Source data:
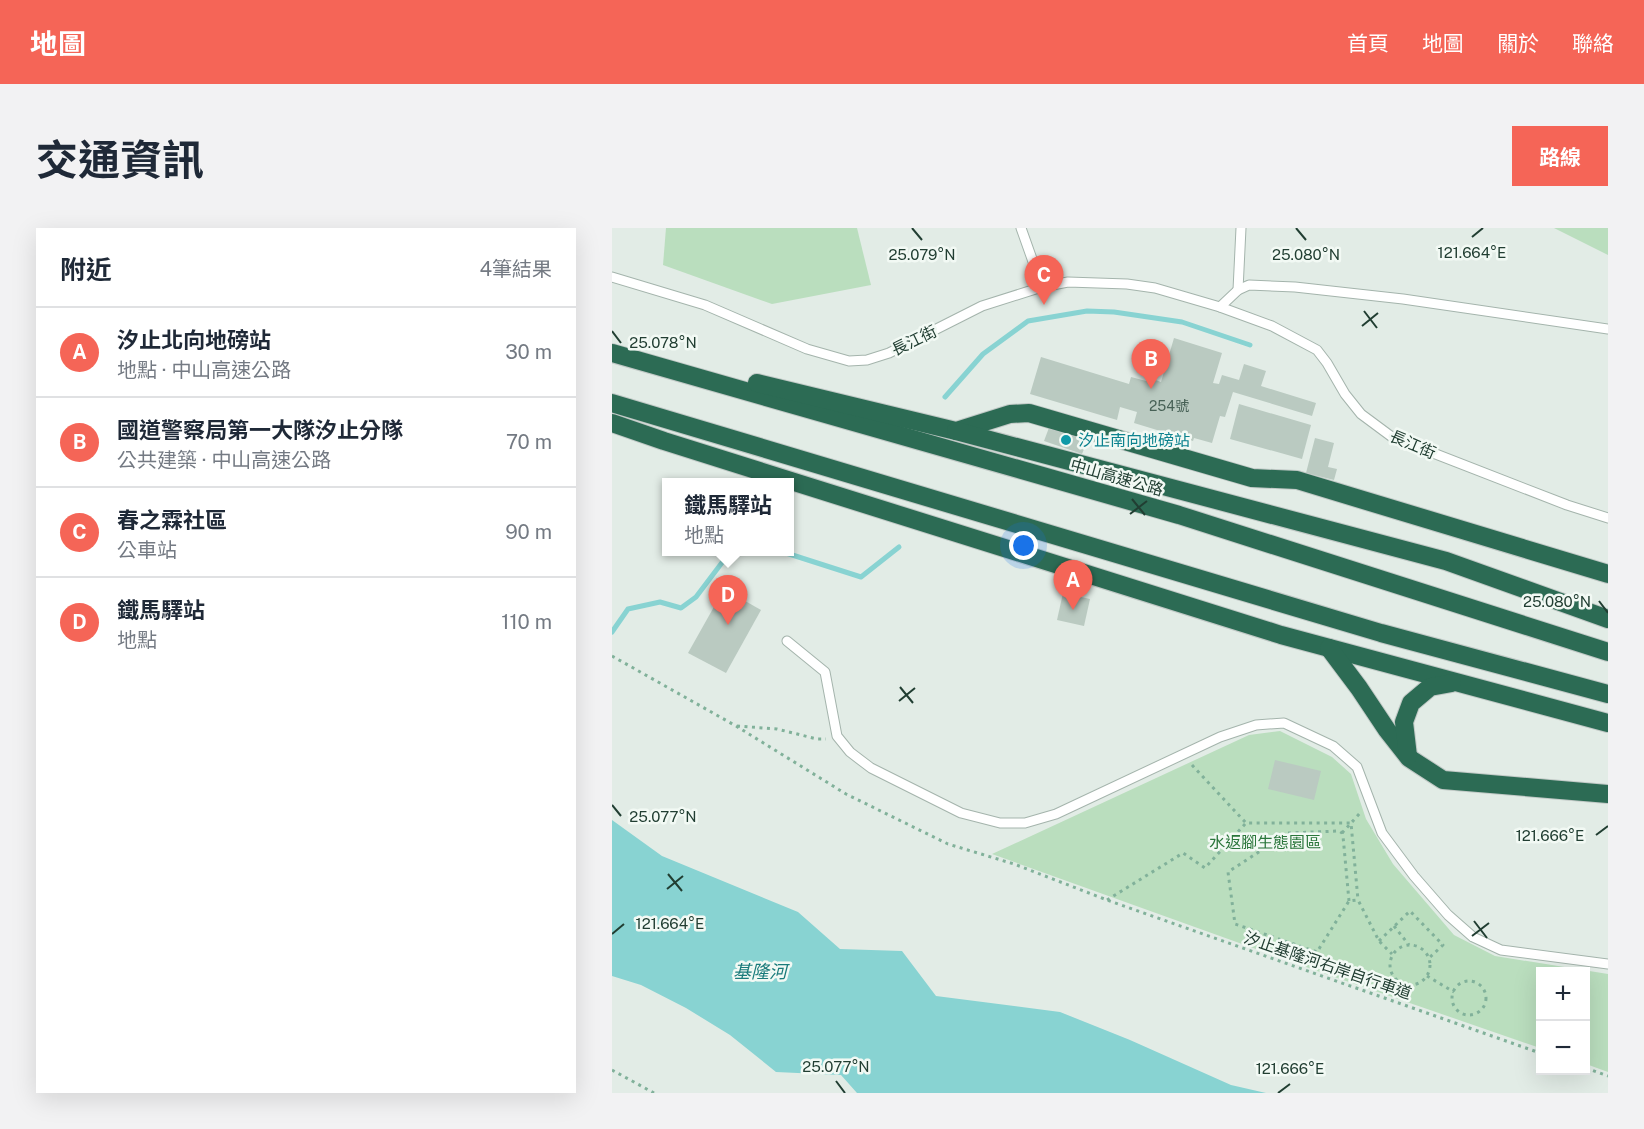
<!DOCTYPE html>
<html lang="zh-TW">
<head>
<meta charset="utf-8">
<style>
	:root { --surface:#fff; --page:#f2f2f3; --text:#1f2937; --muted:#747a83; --line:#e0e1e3; --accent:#f56557 }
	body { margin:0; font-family:"Public Sans","Noto Sans TC",sans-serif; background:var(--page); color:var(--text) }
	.controls { position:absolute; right:18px; bottom:18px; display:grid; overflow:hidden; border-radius:0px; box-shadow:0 6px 24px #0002 }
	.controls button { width:54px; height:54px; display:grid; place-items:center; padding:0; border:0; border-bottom:2px solid var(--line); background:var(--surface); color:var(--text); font:30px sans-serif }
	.you { position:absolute; left:412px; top:318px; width:21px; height:21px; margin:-15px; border:4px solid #fff; border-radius:50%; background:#1a73e8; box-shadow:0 0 0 9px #1a73e833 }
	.badge { display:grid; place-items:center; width:39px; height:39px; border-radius:50%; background:var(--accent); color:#fff; font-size:20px; font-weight:700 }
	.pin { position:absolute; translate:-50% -50px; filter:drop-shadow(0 2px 3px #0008) }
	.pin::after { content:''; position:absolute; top:32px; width:21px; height:18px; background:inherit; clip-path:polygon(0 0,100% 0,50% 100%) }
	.popup { position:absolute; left:50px; top:250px; width:132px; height:78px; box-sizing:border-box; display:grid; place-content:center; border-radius:0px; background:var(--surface); filter:drop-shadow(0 2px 4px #0005); font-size:20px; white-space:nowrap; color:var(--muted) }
	.popup b { font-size:22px; color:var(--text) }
	.popup::after { content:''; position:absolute; left:50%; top:100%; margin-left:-12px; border:12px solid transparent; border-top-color:var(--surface) }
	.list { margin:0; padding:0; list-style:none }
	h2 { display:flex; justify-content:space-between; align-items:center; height:78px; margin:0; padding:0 24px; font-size:26px }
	h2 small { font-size:20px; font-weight:400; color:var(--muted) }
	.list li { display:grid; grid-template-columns:39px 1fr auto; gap:18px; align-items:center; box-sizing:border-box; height:90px; padding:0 24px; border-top:2px solid var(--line) }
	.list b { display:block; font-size:22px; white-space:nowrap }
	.list p { margin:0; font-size:20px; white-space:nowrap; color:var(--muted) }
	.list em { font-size:20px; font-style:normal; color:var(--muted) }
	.map { position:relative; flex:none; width:996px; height:865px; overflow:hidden; border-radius:0px }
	header { display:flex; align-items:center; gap:36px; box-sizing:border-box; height:84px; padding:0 30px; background:var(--accent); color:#fff }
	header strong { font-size:28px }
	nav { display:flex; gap:33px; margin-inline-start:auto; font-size:21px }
	.intro { display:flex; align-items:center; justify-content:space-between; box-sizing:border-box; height:144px; padding:0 36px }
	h1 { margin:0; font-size:42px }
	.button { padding:15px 27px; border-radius:0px; background:var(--accent); color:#fff; font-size:21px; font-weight:700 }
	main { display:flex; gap:36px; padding:0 36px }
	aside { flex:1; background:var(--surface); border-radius:0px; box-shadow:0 6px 24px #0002 }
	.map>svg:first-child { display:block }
	.green { fill:#badebe }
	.water { fill:#88d3d2 }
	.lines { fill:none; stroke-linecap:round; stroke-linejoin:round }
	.stream { stroke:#88d3d2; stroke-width:5 }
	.building { fill:#bacac1 }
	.service-casing { stroke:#a4b4ac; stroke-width:11 }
	.motorway-casing { stroke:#c1c9c6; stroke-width:20 }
	.path { stroke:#81b19a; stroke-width:3; stroke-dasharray:3 4.5; stroke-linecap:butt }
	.service { stroke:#fff; stroke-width:9 }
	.motorway { stroke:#2c6b54; stroke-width:18 }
	.ticks { fill:none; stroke:#213e32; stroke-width:2 }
	.culture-dot { fill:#0f9aa8; stroke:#f2f9f4; stroke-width:2 }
	.labels { text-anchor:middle; stroke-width:5; stroke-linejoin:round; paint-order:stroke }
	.number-label { font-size:14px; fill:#476156 }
	.street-label { font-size:16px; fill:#213e32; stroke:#f2f9f4 }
	.culture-label { font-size:16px; fill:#0d838f; stroke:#f2f9f4; text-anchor:start }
	.park-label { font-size:16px; fill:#2a763b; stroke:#f2f9f4 }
	.water-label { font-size:18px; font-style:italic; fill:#1a7b7b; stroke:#f2f9f4 }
	.ticks-label { font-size:15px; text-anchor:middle; fill:#213e32; stroke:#f2f9f4; stroke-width:5; stroke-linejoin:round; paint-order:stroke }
</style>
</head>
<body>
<header>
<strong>地圖</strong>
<nav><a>首頁</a><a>地圖</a><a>關於</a><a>聯絡</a></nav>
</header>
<div class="intro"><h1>交通資訊</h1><a class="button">路線</a></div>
<main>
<aside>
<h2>附近<small>4筆結果</small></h2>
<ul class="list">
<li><span class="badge">A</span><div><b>汐止北向地磅站</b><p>地點 · 中山高速公路</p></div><em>30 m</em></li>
<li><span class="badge">B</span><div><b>國道警察局第一大隊汐止分隊</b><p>公共建築 · 中山高速公路</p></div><em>70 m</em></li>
<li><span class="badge">C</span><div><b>春之霖社區</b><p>公車站</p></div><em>90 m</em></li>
<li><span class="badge">D</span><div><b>鐵馬驛站</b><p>地點</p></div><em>110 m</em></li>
</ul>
</aside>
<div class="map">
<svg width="996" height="865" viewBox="0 0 996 865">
	<rect width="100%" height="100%" fill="#e2ece6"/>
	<!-- green -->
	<g class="green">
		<polygon points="54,0 245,0 259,57 160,76 51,37"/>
		<polygon points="942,0 996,0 996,27"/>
		<polygon points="668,503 720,529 739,546 754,591 781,636 842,707 883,728 996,746 996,844 974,836 974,744 928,744 928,820 708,744 380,626 637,507"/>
	</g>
	<!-- water -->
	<polygon class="water" points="0,592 50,628 186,684 228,721 290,723 324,768 448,784 518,812 619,857 654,865 245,865 229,847 164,844 118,807 74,780 29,757 0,748"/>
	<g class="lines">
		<!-- stream -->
		<g class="stream">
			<polyline points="333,169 371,126 416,93 475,83 502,84 570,94 638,117"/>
			<polyline points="171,324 249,349 287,319"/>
			<polyline points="0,404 16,381 48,374 69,380 84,369 118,324"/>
		</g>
	</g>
	<!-- building -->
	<g class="building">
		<polygon points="562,110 610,125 601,155 607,156 610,147 627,152 632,136 654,143 649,158 704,175 700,188 621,164 613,189 608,188 600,215 582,210 581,213 522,195 525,184 508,179 505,192 418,166 429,129 517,156 519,149 534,153 535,149 549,154"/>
		<polygon points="627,176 699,197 690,231 618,211"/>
		<polygon points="438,197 476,211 470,226 432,213"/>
		<polygon points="703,210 722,215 716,239 725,241 722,252 694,245"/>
		<polygon points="112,361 149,382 114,445 76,425"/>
		<polygon points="451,365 478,371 472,398 445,392"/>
		<polygon points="663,532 709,543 702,572 656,561"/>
	</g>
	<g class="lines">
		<defs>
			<g id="service">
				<polyline points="409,0 430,59"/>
				<polyline points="0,49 93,77 195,121 237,133 255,132 277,125 370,78 430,59 456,54 515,56 543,60 608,79 660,98 705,122 715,135 733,166 749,186 780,209 955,277 996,290"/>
				<polyline points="626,62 629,0"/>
				<polyline points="608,79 626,62 637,57 683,59 791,71 996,101"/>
				<polyline points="175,413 213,444 225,508 238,524 259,540 349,585 388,595 413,595 444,586 608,509 644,497 672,495 721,518 745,539 770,605 802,648 836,687 861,709 889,722 996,736"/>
			</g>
			<g id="motorway">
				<polyline points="0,125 567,287 996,424"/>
				<polyline points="145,155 344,203 398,186 417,185 640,250 685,252 996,346"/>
				<polyline points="0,175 769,405 996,466"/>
				<polyline points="0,195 52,213 669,407 996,495"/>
				<polyline points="344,203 834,333 996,391"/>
				<polyline points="717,420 747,460 775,502 797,530 831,552 996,566"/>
				<polyline points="796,528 792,494 799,475 818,459 840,455"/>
			</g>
		</defs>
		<!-- service casing -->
		<use href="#service" class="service-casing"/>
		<!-- motorway casing -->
		<use href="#motorway" class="motorway-casing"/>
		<!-- path -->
		<g class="path">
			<polyline points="0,428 124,498 234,566 336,616 402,636 495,672 928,825"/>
			<polyline points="125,498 165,501 205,511 214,511"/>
			<polyline points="580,537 634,595"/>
			<polyline points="730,605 749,584"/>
			<polyline points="495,672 571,625 593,640 634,595 739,595 746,672"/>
			<polyline points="737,673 731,608 730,605 727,603 676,605 616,644 623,696 705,724 737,673 746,672 767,713 780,726"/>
			<polyline points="782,698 797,717"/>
			<polyline points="767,713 798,683 831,717 817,730"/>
			<circle cx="798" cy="737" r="20"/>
			<polyline points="815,748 842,764"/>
			<circle cx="857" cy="770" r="17"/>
			<polyline points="974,840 996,848"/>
			<polyline points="0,842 42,865"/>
		</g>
		<!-- service -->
		<use href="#service" class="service"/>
		<!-- motorway -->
		<use href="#motorway" class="motorway"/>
	</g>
	<!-- ticks -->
	<path class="ticks" d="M300,0L310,12M684,0L694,12M860,9L871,0M752,83L765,100M750,98L766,85M0,103L9,115M520,271L533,287M518,286L535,273M987,373L996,385M288,459L301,475M287,473L303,460M0,577L9,588M984,607L996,598M56,646L70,663M55,661L71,648M862,693L875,710M0,706L12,696M860,708L877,695M224,853L233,865M666,865L678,856"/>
	<!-- markers -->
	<circle class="culture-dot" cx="454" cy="212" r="6"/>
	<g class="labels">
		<!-- number labels -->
		<g class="number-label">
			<text x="557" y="183">254號</text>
		</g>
		<!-- street labels -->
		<g class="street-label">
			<text transform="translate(302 112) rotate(-26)" y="6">長江街</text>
			<text transform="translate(801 216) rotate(23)" y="6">長江街</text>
			<text transform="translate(505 249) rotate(16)" y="6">中山高速公路</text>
			<text transform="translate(716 737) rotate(19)" y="6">汐止基隆河右岸自行車道</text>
		</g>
		<!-- culture labels -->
		<g class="culture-label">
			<text x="466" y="218">汐止南向地磅站</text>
		</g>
		<!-- park labels -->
		<g class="park-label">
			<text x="653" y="620">水返腳生態園區</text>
		</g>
		<!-- water labels -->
		<g class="water-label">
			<text x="148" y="750">基隆河</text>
		</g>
	</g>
	<g class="ticks-label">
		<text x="860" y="30">121.664°E</text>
		<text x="310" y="32">25.079°N</text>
		<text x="694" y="32">25.080°N</text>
		<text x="51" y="120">25.078°N</text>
		<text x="945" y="379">25.080°N</text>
		<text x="51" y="594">25.077°N</text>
		<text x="938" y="613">121.666°E</text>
		<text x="58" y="701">121.664°E</text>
		<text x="224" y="844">25.077°N</text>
		<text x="678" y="846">121.666°E</text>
	</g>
</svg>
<div class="controls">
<button>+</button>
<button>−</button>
</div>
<div class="you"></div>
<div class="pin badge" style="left:461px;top:382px">A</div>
<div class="pin badge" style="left:539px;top:161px">B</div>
<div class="pin badge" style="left:432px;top:77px">C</div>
<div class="pin badge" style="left:116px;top:397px">D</div>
<div class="popup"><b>鐵馬驛站</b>地點</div>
</div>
</main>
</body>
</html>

- Task instructions
For each line above that contains "sans", make a copy.

- Exercise answer
	body { margin:0; font-family:"Public Sans","Noto Sans TC",sans-serif; background:var(--page); color:var(--text) }
	.controls button { width:54px; height:54px; display:grid; place-items:center; padding:0; border:0; border-bottom:2px solid var(--line); background:var(--surface); color:var(--text); font:30px sans-serif }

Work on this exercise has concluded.